Ideas for you and your family to incorporate science, technology, engineering, arts and math in your home!
Welcome to our STEAM lesson from Arts Quincy! We’re going to bring you a fun family project that’s adaptable for all ages and can bring STEAM education right into your living room. Today’s project is Create Your Own Weather Studio, and with the spring time weather blooming all around, it’s a fun time of year to take a closer look at the outdoors.
• A Three Panel Presentation Board (OR large pieces of cardboard box)
• Colored paper
• Markers or crayons
• A ruler
• A glass to trace circles
• Paper fastener
• Cell phone (optional)
1. On some white paper (poster board works well) trace 12 circles with diameters of around four inches. In each circle, draw weather icons (two or three of each) for sunny, partly sunny, cloudy, windy, rainy, storms, and tornado watch. You’ll attach these icons to your map using small balls of masking tape and move them around for your weather forecast each day.
2. Create a set of numbers to display your highs and lows. For our example, we made three sets of numerals 0–9.
3. Create a clock for sunrise and sunset:
4. Create a slide thermometer:
5. Layout your forecast on your board! For our example, we put sunrise and sunset clocks on the left, today’s forecast and the slide thermometer in the middle panel and the next two days on the right panel.

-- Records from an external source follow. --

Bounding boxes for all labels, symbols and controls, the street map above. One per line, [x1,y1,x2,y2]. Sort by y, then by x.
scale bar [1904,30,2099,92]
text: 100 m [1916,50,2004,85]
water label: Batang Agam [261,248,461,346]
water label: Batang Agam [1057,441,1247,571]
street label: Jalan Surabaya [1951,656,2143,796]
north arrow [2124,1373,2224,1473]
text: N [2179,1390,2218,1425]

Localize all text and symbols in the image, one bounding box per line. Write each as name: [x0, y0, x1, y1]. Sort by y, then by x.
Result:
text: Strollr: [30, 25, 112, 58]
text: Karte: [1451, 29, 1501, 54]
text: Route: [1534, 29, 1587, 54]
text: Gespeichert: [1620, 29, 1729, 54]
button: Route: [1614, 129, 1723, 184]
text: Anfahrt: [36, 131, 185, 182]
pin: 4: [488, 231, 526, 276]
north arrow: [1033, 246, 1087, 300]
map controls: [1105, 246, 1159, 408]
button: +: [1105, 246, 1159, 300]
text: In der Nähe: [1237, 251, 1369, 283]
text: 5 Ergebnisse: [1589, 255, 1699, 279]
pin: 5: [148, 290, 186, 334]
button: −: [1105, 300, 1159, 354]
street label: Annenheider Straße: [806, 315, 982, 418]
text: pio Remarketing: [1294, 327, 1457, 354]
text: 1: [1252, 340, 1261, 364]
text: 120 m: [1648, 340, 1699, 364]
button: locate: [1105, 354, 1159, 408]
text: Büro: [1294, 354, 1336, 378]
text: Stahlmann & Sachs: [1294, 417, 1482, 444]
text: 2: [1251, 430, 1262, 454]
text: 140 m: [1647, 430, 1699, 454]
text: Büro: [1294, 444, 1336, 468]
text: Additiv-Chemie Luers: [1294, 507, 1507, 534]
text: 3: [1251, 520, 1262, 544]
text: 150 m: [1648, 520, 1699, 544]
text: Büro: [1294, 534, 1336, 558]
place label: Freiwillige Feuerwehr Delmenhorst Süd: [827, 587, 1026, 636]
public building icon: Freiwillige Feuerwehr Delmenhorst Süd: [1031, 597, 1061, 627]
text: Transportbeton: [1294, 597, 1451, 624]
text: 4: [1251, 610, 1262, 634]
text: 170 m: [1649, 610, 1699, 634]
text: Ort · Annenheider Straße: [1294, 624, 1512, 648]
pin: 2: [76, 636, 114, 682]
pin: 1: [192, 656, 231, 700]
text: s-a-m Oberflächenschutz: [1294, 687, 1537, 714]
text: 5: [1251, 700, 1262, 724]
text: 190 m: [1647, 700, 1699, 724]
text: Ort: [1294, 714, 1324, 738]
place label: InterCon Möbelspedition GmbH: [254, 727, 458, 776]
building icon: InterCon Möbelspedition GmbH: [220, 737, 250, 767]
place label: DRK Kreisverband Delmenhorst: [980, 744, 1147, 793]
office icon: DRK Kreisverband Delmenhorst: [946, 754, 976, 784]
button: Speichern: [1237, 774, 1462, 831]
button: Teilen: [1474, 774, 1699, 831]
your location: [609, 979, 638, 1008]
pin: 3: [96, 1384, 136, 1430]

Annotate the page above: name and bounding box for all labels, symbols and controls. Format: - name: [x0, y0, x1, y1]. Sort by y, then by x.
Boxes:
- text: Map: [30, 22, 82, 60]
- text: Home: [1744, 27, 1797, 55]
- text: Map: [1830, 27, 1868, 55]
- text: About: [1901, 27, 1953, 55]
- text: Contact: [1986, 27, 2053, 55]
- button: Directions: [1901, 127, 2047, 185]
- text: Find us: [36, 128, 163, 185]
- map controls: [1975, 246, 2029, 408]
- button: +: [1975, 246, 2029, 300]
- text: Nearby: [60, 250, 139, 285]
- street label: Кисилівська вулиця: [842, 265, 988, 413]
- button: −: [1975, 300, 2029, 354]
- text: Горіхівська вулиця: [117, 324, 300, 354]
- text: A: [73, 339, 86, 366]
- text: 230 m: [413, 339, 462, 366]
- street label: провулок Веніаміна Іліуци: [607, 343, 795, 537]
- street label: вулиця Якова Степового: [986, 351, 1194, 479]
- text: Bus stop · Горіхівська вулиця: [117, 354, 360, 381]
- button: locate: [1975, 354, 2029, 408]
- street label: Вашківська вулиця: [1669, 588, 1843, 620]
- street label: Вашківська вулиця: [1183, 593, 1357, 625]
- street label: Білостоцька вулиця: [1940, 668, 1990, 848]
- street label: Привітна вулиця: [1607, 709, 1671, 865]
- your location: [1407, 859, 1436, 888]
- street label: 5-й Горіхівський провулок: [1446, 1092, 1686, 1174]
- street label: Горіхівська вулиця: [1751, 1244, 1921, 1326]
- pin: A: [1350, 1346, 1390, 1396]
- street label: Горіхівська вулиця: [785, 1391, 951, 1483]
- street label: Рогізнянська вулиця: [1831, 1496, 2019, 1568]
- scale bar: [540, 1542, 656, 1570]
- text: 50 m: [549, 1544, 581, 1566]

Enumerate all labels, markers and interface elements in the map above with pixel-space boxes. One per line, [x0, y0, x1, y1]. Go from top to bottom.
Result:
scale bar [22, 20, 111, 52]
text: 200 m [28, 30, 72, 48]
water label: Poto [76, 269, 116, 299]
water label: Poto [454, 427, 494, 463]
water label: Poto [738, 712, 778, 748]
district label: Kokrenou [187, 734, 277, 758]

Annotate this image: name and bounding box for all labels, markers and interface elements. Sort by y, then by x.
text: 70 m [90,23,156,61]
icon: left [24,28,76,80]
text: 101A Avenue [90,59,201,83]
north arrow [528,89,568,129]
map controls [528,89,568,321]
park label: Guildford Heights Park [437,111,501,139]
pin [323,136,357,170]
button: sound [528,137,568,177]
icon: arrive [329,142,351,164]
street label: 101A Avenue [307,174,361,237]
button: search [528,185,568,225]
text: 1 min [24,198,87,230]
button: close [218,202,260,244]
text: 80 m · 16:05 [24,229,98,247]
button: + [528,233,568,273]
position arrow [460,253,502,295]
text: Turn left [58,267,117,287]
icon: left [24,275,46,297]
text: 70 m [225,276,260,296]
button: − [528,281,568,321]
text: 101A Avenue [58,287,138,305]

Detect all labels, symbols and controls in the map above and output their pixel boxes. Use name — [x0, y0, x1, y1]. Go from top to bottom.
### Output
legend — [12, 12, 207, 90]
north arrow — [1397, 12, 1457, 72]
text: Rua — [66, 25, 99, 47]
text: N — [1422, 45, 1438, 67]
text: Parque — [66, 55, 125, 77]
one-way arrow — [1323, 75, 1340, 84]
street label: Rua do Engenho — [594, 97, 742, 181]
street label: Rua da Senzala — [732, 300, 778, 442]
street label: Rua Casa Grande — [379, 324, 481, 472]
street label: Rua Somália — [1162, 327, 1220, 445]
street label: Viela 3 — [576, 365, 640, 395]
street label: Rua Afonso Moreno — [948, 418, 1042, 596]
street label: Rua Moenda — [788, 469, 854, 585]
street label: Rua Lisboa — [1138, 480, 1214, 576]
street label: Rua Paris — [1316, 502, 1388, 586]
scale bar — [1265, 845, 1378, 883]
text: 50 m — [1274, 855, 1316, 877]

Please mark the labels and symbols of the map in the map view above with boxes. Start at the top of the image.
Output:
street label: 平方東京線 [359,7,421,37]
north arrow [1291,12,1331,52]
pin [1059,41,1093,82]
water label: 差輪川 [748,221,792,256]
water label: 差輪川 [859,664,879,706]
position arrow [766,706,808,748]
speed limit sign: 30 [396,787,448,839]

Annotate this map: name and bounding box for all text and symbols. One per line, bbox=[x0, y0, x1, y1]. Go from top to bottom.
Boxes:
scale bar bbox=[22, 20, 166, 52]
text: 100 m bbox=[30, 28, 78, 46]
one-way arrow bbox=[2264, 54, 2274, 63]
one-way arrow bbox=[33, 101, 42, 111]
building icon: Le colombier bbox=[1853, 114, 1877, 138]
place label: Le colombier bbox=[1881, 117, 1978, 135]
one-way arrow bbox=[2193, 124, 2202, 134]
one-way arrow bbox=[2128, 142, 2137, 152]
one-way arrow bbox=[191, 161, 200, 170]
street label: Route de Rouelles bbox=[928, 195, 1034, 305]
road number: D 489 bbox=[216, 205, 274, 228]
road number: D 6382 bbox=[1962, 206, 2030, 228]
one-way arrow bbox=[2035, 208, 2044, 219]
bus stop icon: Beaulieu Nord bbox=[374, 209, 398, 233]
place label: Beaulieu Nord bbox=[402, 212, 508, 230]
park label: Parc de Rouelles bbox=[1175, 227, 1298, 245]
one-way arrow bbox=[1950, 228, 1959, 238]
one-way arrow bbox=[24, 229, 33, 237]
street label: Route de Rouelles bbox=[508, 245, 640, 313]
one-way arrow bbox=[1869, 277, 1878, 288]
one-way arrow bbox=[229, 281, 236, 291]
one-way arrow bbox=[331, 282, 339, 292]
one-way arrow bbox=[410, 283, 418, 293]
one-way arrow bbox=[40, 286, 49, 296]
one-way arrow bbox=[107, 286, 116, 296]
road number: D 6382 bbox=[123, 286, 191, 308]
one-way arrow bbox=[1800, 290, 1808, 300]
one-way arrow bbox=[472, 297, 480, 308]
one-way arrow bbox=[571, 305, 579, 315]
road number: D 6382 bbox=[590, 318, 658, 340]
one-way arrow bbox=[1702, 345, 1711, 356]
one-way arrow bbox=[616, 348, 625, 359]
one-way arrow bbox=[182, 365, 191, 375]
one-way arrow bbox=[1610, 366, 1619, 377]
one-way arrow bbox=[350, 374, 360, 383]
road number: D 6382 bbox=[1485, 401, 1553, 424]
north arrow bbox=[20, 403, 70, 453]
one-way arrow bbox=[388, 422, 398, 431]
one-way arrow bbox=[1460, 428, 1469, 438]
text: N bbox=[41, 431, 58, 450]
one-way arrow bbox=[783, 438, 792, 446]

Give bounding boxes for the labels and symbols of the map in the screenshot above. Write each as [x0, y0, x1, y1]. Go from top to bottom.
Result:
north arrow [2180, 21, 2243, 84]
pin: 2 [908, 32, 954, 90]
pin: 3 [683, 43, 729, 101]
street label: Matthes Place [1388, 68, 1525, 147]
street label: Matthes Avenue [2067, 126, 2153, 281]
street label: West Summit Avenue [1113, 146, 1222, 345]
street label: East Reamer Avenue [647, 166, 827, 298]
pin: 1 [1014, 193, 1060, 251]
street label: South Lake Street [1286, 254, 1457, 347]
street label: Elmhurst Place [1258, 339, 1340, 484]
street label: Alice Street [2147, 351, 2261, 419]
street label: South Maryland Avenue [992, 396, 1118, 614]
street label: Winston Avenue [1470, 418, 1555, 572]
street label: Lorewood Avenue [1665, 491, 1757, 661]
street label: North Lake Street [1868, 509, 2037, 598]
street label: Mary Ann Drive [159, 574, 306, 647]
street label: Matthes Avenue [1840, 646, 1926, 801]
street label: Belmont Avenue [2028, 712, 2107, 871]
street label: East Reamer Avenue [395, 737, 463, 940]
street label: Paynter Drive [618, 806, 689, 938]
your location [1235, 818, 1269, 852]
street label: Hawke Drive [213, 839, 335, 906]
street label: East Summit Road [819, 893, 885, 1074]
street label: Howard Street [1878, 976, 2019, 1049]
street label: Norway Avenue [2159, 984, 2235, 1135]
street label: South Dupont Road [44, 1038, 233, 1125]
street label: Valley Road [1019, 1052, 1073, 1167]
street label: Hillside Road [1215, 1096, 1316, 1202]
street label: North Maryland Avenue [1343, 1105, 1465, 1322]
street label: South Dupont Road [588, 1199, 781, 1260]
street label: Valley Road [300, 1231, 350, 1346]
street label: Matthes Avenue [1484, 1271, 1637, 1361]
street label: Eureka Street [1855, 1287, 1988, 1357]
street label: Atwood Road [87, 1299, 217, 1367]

6. You can add other pieces to your studio too! Older kids may like adding a whole other set piece that displays a map. Your map can indicate features like cold or warm fronts, different temperatures around the region or even use colored paper to simulate “radar” and show areas of rain. Also think about creating a map legend showing scale and a compass rose.
Skills: Your student can practice maps and chart reading, ratios for distance and telling time through these pieces.
7. Write and perform your newscast! Write out your news cast. Determine what important information should be displayed, look up the high and low temperatures in the Whig or at wgem.com and fill in current sunrise and sunset times. Try writing your script out on large pieces of paper to serve as your teleprompter! You can perform your news cast by recording a video on your camera. Think of this like a theater exercise: how should you stand? Where should you point for each part of your newscast? How can you connect with your audience?
Do you have family elsewhere? Look up the high and low temperatures for their towns and record a personal newscast to share! This is a fun way to keep in touch and practice both writing and public speaking!
Skills: Practice creative writing and public speaking through creating and recording your forecast!